That era is fast closing.

KPMG calls the next wave agentic customer experience — AI that doesn’t just respond but acts across the journey. The winners won’t be the firms with the loudest tech story. They’ll be the ones with the best operating model underneath it.

Here’s the uncomfortable truth: AI won’t fix a broken experience. It will expose it.

KPMG’s work points to the same drivers customers actually reward: empathy, resolution, and meeting expectations.

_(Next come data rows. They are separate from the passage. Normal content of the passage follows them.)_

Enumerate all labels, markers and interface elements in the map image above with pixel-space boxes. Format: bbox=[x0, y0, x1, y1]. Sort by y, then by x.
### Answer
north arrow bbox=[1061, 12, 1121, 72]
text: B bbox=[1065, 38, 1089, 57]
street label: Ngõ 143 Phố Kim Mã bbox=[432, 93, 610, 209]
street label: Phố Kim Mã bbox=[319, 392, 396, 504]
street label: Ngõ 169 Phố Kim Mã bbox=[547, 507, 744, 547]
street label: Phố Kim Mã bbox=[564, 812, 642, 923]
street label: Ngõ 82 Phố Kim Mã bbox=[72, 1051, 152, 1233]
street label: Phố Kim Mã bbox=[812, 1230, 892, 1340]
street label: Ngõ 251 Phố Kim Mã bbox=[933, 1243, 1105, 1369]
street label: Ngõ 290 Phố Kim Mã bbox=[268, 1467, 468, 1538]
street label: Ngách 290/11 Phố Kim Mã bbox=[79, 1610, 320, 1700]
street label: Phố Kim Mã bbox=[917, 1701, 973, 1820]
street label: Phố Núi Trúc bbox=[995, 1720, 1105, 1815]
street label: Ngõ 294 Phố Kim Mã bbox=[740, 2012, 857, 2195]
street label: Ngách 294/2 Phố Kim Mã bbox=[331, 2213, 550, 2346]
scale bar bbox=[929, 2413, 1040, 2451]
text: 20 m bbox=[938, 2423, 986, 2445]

So, if you’re using AI to deflect customers rather than resolve them, you’re not lowering cost, you’re compounding churn.

The opportunity is real, but it’s not “buy more tools”. It’s doing the unglamorous work:

  • aligning the organisation around one customer outcome,

  • integrating the systems that force people to repeat themselves,

  • designing governance so AI decisions are explainable and auditable.

Do nothing, and you don’t just “miss innovation”. You inherit hidden cost: rework, escalations, trust erosion and customers trained by the best experiences elsewhere.

NextGen Experts view: the new CX moat is invisible plumbing — the joinery between data, process, people and accountability.

Three boardroom questions:

  1. Where do customers still repeat themselves — and what does that friction cost us?

  2. Do we have one customer truth, or competing versions?

  3. If an AI agent acted for us tomorrow, would we stand behind its decisions?

Because the shift is already underway — and “average” is about to feel expensive.